Exercise brief: Your answer is to be every line of the material that includes the string "const".
━━━━━ Data excerpts
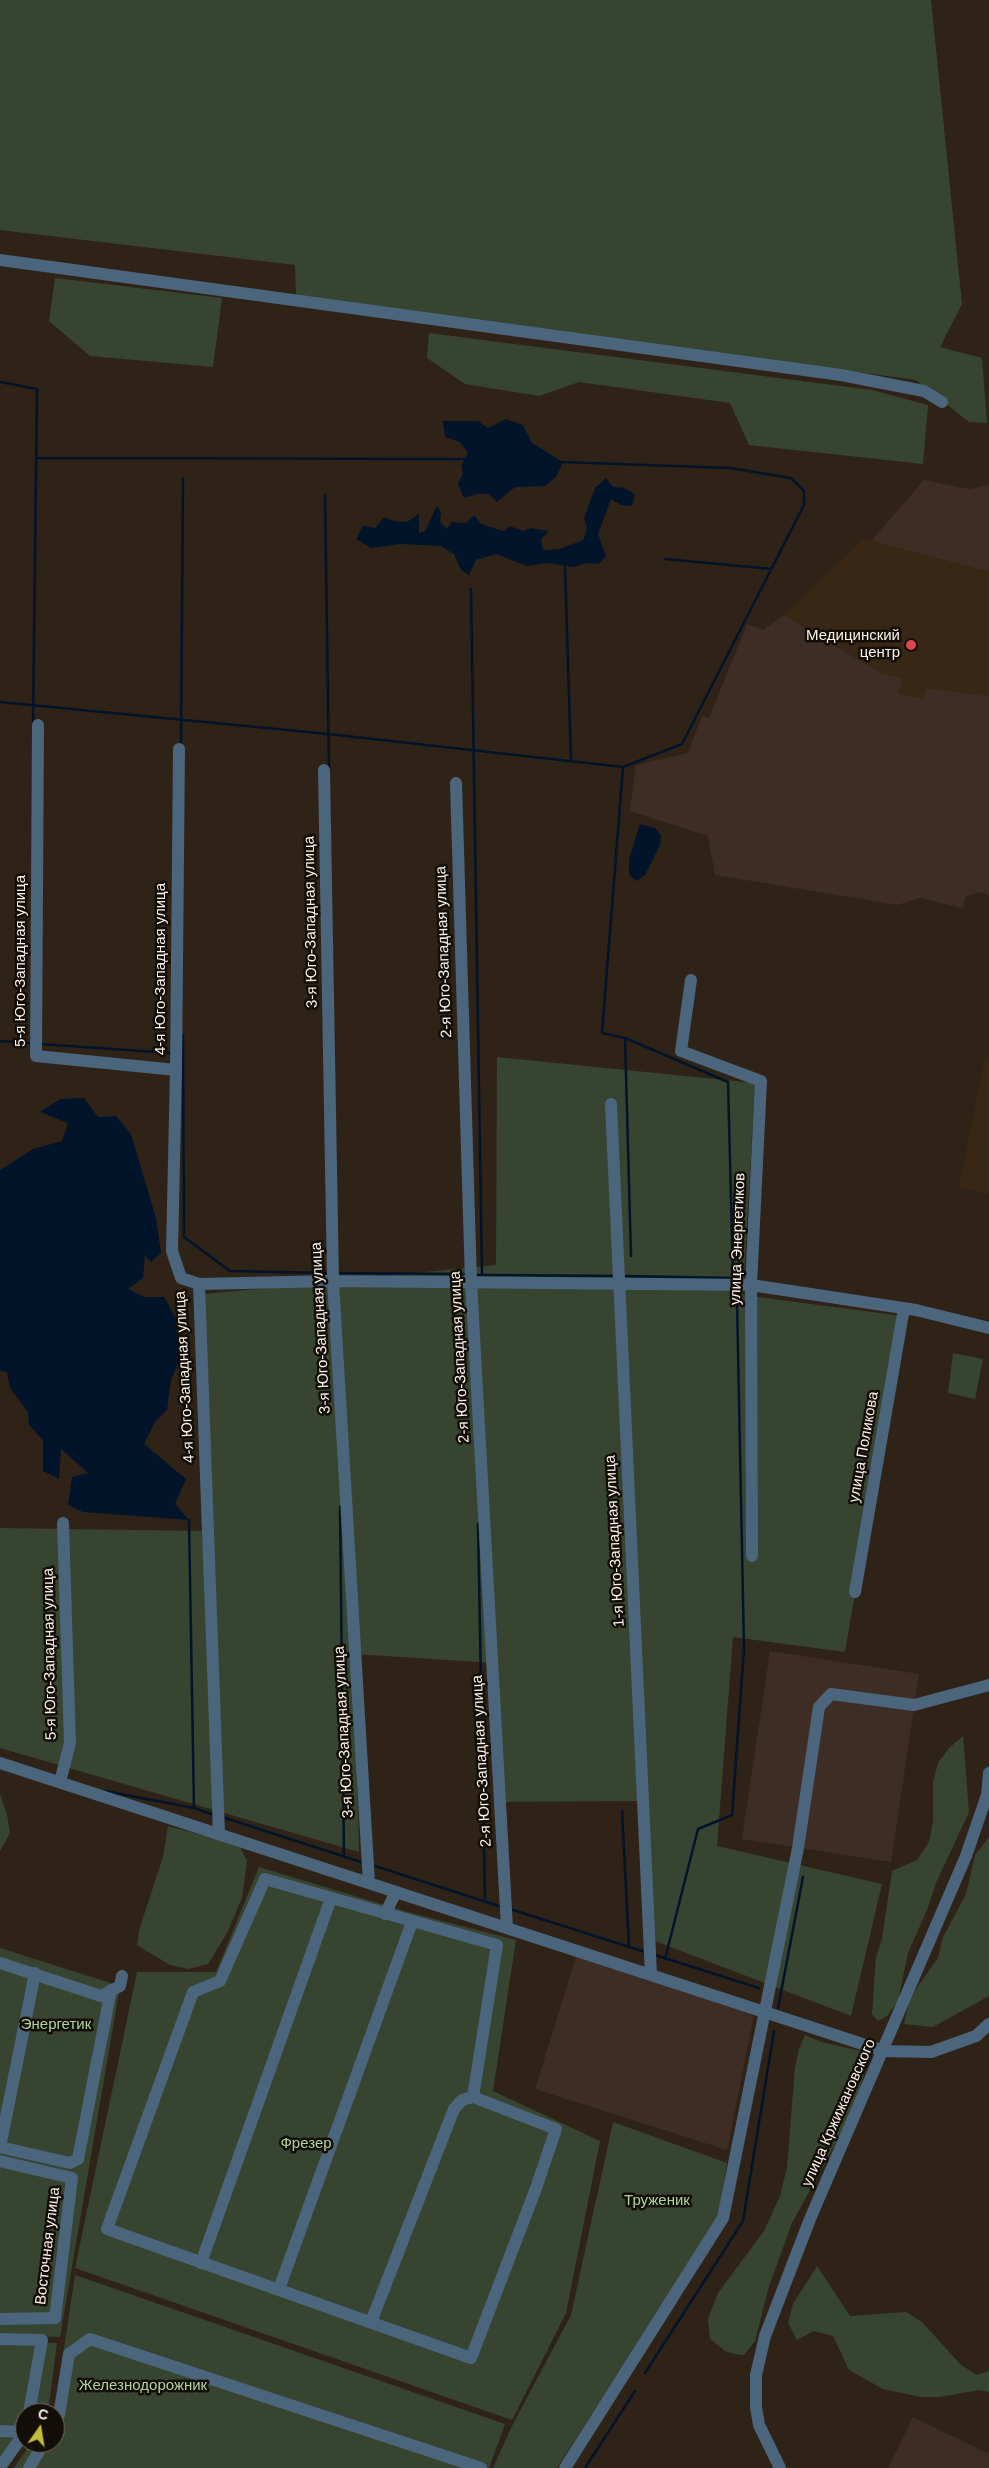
<!DOCTYPE html>
<html>
<head>
<meta charset="utf-8">
<style>
	body { margin:0 }
	#map { position:relative; width:989px; height:2468px; overflow:hidden; background:#2f2317; font-family:Helvetica,sans-serif }
	canvas { display:block }
	.north { position:absolute; left:15px; top:2403px; width:50px; height:50px; box-sizing:border-box; background:#130e08; border:1px solid #706a63; border-radius:50%; rotate:13deg; font-size:14px; font-weight:700; line-height:20px; text-align:center; color:#fcf3eb }
	.north::after { content:''; display:block; margin:auto; width:18px; height:22px; background:#c4bc3d; clip-path:polygon(50% 0,100% 100%,50% 72%,0 100%) }
</style>
</head>
<body>
<div id="map">
<canvas width="989" height="2468"></canvas>
<div class="north">С</div>
</div>
<script>
const context = document.querySelector('canvas').getContext('2d');
context.lineJoin = 'round';
function fillPath(path, color) { context.fillStyle = color; context.fill(path, 'evenodd'); }
const shape = rows => new Path2D(rows.map(r => 'M' + r).join(''));
function trace(path, color, width, dash) { context.strokeStyle = color; context.lineWidth = width; context.lineCap = dash ? 'butt' : 'round'; context.setLineDash(dash || []); context.stroke(path); }
function label(font, color, halo, rows, align = 'center') {
  context.font = font + ' Helvetica,sans-serif'; context.lineWidth = 5; context.setLineDash([]); context.textBaseline = 'middle'; context.strokeStyle = halo; context.fillStyle = color; for (const [text, x, y, turn = 0] of rows) {
    context.save(); context.translate(x, y); context.rotate((+turn || 0) * Math.PI / 180); context.textAlign = isNaN(turn) ? turn : align; if (halo) context.strokeText(text, 0, 0); context.fillText(text, 0, 0); context.restore();
  }
}
fillPath(shape([
	[924,480,969,489,989,485,989,572,871,541],
	[784,615,883,674,903,678,899,693,925,688,989,696,989,895,979,892,965,897,963,908,920,898,897,905,715,875,708,836,630,811,636,765,688,753,702,716,709,718,747,624,764,630],
	[770,1651,919,1674,891,1862,742,1839],
	[576,1957,754,2015,727,2150,535,2089],
	[913,2417,989,2454,989,2468,888,2468]
]), '#3e2d24');
fillPath(shape([
	[863,539,989,572,989,696,926,688,923,699,899,694,903,678,883,674,784,615],
	[985,1058,989,1059,989,1194,959,1188]
]), '#382715');
fillPath(shape([
	[0,0,931,0,962,304,940,347,982,358,987,423,969,422,916,380,296,296,295,265,0,230],
	[55,278,222,298,213,367,90,356,49,321],
	[429,333,872,390,928,405,923,464,749,445,730,403,579,382,539,396,465,384,427,358],
	[497,1057,755,1083,743,1295,902,1316,845,1652,733,1637,717,1846,882,1884,851,2016,647,1938,638,1801,499,1802,493,1663,354,1654,359,1852,0,1748,0,1528,202,1531,195,1295,496,1265],
	[953,1353,983,1359,975,1399,948,1393],
	[963,1736,969,1812,936,1883,927,1910,908,1953,898,2001,887,2016,878,2021,872,2014,876,1957,882,1939,892,1871,917,1860,929,1842,933,1821,933,1782,938,1763,949,1748],
	[0,1794,7,1814,10,1833,0,1851],
	[168,1826,239,1845,247,1861,242,1898,227,1933,208,1964,189,1969,170,1965,137,1945,140,1927,163,1857],
	[989,1837,989,1996,933,2027,904,2024,908,2006,916,1989,938,1958,943,1937,966,1894,975,1855],
	[259,1867,408,1912,516,1940,493,2091,600,2141,566,2313,512,2420,75,2268,137,1972,216,1972],
	[0,1948,120,1986,60,2337,0,2335],
	[805,2035,821,2042,861,2051,868,2056,859,2093,844,2128,792,2223,769,2286,755,2341,744,2355,734,2354,725,2351,710,2339,708,2319,718,2293,764,2231,780,2196,787,2167,795,2067,799,2049],
	[613,2122,727,2163,718,2217,557,2468,493,2468,512,2426,571,2315],
	[817,2266,850,2316,906,2312,922,2322,961,2365,977,2375,989,2371,989,2392,979,2390,940,2397,920,2397,883,2389,849,2370,833,2336,814,2331,797,2340,788,2323,793,2304],
	[75,2275,505,2424,489,2468,14,2468,31,2443,55,2443,55,2413,51,2413,55,2408],
	[0,2341,57,2343,48,2413,25,2413,25,2443,7,2468,0,2468]
]), '#374430');
fillPath(shape([
	[506,419,523,425,532,443,563,462,556,477,545,486,515,487,497,502,489,494,477,494,464,498,458,483,463,474,461,466,468,453,460,442,445,437,443,421,478,421,488,428],
	[606,478,613,487,624,488,635,494,632,506,621,505,611,499,598,534,606,556,599,564,586,563,574,567,547,563,527,566,496,554,476,560,469,575,461,570,454,554,440,546,400,544,371,548,356,539,363,526,375,528,384,517,394,521,407,522,419,514,419,533,425,531,437,506,441,513,440,522,447,529,452,522,466,523,474,515,481,524,504,531,510,526,523,531,531,528,549,531,541,539,543,550,560,549,583,540,587,528,584,518,595,488],
	[640,824,655,828,661,835,660,845,645,875,637,881,629,875,629,859],
	[84,1098,98,1117,116,1116,131,1134,156,1218,161,1253,151,1262,145,1255,143,1278,128,1289,144,1297,164,1297,180,1326,182,1355,171,1380,167,1410,155,1422,144,1444,186,1479,175,1504,189,1520,83,1512,68,1505,72,1477,88,1473,61,1449,59,1479,43,1471,43,1440,29,1425,28,1412,10,1388,7,1372,0,1371,0,1170,33,1149,62,1141,68,1123,40,1112,60,1099]
]), '#02142a');
trace(shape([
	[0,382,37,389,33,724],
	[36,458,465,459],
	[325,495,329,768],
	[665,559,772,569],
	[565,566,571,761],
	[471,589,482,1275],
	[0,702,328,734,623,767,682,744,804,505,804,491,791,478,730,468,563,462],
	[181,745,183,478],
	[183,1035,184,1237,230,1271,328,1273],
	[625,1038,631,1256],
	[0,1041,31,1043],
	[39,1044,172,1053],
	[336,1273,468,1274],
	[476,1275,615,1276],
	[623,1276,733,1278,728,1082,625,1038,602,1033,623,767],
	[340,1507,344,1856],
	[189,1520,194,1808],
	[478,1524,485,1901],
	[105,1791,194,1808,214,1815],
	[622,1811,629,1947],
	[222,1817,364,1863],
	[372,1865,502,1907],
	[510,1909,645,1952],
	[655,1955,759,1988],
	[665,1959,698,1829,732,1815,744,1648,737,1301],
	[778,2008,803,1877],
	[645,2373,743,2221,774,2031],
	[585,2468,635,2391]
]), '#02142a', 2.5);
trace(shape([
	[0,260,841,375,924,391,942,402],
	[38,725,36,1056,176,1070],
	[179,749,176,1070,172,1251,181,1278,199,1284,219,1834],
	[324,770,333,1281,369,1883],
	[456,783,471,1282,507,1928],
	[691,980,681,1051,761,1081,751,1285,752,1556],
	[611,1104,651,1975],
	[199,1284,333,1281,751,1285,916,1310,989,1328],
	[855,1592,904,1308],
	[0,1763,884,2051,931,2052,976,2036,989,2024],
	[60,1782,70,1743,63,1523],
	[385,1914,396,1892],
	[0,1963,101,1996,120,1986,122,1976],
	[0,2147,70,2163,78,2159,111,1990],
	[0,2147,35,1973],
	[0,2161,72,2178,55,2318,0,2319],
	[201,2263,331,1898],
	[279,2289,412,1922],
	[371,2322,454,2109,462,2100,473,2097,556,2129,535,2191,471,2358,107,2229,193,1992,220,1981,265,1879,497,1945,473,2097],
	[0,2339,42,2340,29,2413],
	[55,2423,59,2415,69,2354,90,2339,481,2468],
	[0,2431,25,2432],
	[0,2467,25,2432],
	[29,2468,44,2443],
	[565,2468,723,2218,798,1848,819,1707,831,1694,914,1705,989,1685],
	[780,2468,759,2425,756,2407,756,2375,765,2336,810,2219,966,1856,987,1795,989,1773]
]), '#4b657d', 12);
for (const [x, y, r, color] of [
	[911,645,6,"#e0444e"]
]) { const dot = new Path2D(); dot.arc(x, y, r, 0, 2 * Math.PI); context.fillStyle = color; context.fill(dot); trace(dot, '#130e08', 2); }
label('15px', '#fcf3eb', '#130e08', [
	["Медицинский",900,636],
	["центр",900,653]
], 'right');
label('15px', '#fcf3eb', '#130e08', [
	["3-я Юго-Западная улица",311,922,-91],
	["2-я Юго-Западная улица",444,952,-92],
	["5-я Юго-Западная улица",21,961,-90],
	["4-я Юго-Западная улица",161,969,-90],
	["улица Энергетиков",738,1239,-88],
	["3-я Юго-Западная улица",321,1328,-93],
	["2-я Юго-Западная улица",460,1357,-93],
	["4-я Юго-Западная улица",185,1377,-93],
	["улица Поликова",864,1447,-80],
	["1-я Юго-Западная улица",615,1541,-93],
	["5-я Юго-Западная улица",50,1654,-91],
	["3-я Юго-Западная улица",344,1732,-93],
	["2-я Юго-Западная улица",482,1761,-93],
	["улица Кржижановского",839,2113,-66],
	["Восточная улица",48,2246,-83]
]);
label('15px', '#b0d39e', '#130e08', [
	["Энергетик",56,2025],
	["Фрезер",306,2144],
	["Труженик",657,2201],
	["Железнодорожник",143,2386]
]);
</script>
</body>
</html>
━━━━━━━━━━
Expected answer:
const context = document.querySelector('canvas').getContext('2d');
const shape = rows => new Path2D(rows.map(r => 'M' + r).join(''));
  context.font = font + ' Helvetica,sans-serif'; context.lineWidth = 5; context.setLineDash([]); context.textBaseline = 'middle'; context.strokeStyle = halo; context.fillStyle = color; for (const [text, x, y, turn = 0] of rows) {
for (const [x, y, r, color] of [
]) { const dot = new Path2D(); dot.arc(x, y, r, 0, 2 * Math.PI); context.fillStyle = color; context.fill(dot); trace(dot, '#130e08', 2); }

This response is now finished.